*** Records for processing ***
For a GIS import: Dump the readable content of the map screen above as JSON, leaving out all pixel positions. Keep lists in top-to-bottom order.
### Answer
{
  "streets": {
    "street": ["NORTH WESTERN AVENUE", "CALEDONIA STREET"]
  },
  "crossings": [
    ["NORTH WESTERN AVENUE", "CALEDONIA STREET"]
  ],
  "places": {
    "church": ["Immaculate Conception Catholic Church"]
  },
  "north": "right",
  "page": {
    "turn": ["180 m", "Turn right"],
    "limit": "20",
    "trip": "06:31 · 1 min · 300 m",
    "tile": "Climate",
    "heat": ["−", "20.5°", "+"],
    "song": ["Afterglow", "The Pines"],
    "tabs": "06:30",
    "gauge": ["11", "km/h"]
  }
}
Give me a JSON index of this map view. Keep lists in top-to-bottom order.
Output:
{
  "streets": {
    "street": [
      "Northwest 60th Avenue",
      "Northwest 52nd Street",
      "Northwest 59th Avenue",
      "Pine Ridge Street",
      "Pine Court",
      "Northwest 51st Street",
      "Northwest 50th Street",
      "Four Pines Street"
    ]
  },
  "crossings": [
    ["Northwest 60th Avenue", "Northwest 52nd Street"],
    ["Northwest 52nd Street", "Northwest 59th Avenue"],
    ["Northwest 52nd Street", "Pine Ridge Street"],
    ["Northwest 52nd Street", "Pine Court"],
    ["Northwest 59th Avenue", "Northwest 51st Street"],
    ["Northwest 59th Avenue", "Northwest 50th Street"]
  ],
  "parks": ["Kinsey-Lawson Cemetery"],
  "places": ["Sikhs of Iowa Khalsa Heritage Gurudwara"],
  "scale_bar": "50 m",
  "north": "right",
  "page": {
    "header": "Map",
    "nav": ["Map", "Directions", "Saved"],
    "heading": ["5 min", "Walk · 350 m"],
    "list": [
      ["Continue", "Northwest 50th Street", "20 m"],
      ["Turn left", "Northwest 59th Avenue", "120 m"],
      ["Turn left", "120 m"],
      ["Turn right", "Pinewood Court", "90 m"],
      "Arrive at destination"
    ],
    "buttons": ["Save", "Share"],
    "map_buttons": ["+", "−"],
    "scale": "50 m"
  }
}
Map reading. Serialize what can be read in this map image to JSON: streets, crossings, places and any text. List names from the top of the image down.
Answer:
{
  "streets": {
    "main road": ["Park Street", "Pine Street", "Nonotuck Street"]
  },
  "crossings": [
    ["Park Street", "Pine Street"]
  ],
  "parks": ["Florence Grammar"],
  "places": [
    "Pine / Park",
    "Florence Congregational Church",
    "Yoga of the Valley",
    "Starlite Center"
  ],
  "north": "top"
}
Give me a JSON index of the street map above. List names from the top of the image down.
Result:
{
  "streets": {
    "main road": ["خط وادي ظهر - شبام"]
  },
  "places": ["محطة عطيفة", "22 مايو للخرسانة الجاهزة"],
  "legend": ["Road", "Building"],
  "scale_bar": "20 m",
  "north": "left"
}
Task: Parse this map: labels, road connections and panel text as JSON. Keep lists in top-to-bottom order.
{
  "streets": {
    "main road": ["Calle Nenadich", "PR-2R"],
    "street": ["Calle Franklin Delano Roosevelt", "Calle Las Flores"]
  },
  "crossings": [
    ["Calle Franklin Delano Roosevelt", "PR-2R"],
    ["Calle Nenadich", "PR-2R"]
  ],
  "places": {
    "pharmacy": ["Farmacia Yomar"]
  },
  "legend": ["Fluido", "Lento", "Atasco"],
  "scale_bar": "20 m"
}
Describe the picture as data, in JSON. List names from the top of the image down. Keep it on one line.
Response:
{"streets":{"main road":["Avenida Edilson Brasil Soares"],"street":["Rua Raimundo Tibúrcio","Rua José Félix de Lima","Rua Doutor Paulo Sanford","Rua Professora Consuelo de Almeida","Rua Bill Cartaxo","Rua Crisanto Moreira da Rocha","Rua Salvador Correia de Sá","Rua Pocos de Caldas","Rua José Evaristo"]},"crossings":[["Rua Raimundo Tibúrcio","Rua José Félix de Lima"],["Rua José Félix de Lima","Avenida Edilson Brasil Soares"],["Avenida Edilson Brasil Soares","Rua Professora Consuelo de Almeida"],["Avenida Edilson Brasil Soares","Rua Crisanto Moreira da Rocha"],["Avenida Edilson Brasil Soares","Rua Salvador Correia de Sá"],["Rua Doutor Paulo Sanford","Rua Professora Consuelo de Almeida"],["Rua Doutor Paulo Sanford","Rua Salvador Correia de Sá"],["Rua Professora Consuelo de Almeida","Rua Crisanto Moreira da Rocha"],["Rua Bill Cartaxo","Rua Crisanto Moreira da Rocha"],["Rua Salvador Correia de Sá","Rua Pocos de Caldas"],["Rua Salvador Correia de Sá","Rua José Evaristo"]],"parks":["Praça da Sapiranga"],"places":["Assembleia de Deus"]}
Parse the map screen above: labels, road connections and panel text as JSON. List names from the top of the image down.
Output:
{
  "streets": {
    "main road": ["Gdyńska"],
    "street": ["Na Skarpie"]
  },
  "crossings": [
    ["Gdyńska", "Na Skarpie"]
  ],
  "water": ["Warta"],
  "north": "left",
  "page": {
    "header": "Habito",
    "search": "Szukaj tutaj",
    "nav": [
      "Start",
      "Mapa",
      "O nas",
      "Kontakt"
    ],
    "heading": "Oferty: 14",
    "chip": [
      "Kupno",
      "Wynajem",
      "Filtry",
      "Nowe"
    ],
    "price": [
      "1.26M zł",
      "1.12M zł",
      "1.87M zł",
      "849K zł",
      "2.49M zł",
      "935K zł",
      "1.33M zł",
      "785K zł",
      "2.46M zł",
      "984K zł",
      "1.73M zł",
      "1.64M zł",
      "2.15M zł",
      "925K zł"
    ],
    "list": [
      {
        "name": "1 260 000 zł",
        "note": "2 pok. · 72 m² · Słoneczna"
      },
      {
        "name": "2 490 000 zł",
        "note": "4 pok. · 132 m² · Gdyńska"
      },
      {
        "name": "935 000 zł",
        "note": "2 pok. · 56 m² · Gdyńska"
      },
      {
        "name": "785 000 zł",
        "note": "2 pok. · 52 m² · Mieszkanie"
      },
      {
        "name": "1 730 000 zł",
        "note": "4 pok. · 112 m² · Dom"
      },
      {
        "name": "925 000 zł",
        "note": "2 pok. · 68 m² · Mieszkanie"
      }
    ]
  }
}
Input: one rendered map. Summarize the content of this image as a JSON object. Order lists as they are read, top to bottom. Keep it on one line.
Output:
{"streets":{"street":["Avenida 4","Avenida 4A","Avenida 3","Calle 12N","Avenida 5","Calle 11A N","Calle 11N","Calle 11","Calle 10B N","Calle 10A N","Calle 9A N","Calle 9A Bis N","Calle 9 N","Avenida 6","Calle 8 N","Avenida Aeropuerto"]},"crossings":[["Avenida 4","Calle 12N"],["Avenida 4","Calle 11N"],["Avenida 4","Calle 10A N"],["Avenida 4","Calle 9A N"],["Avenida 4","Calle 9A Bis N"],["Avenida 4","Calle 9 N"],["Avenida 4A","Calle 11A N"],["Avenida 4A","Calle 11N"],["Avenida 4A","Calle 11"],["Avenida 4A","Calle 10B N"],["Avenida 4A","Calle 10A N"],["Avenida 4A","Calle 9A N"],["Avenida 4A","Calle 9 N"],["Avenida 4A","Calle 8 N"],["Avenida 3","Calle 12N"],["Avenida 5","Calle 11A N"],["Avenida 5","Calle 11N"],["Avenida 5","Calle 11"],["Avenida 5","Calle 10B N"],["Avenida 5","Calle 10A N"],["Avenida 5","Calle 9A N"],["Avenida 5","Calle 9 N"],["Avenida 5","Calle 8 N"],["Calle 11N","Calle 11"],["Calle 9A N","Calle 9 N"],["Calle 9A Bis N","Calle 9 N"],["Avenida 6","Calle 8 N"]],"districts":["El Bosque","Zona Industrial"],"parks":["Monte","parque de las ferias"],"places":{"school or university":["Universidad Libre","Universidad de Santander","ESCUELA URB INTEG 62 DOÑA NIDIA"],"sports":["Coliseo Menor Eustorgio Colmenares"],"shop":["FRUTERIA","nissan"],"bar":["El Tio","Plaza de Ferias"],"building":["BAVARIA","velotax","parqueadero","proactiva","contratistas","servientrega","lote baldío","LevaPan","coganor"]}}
***
▸ Exercise requirements
Filter the entries above down to the lines that hold the word "content", and copy those lines.

▸ Response for this exercise
For a GIS import: Dump the readable content of the map screen above as JSON, leaving out all pixel positions. Keep lists in top-to-bottom order.
Input: one rendered map. Summarize the content of this image as a JSON object. Order lists as they are read, top to bottom. Keep it on one line.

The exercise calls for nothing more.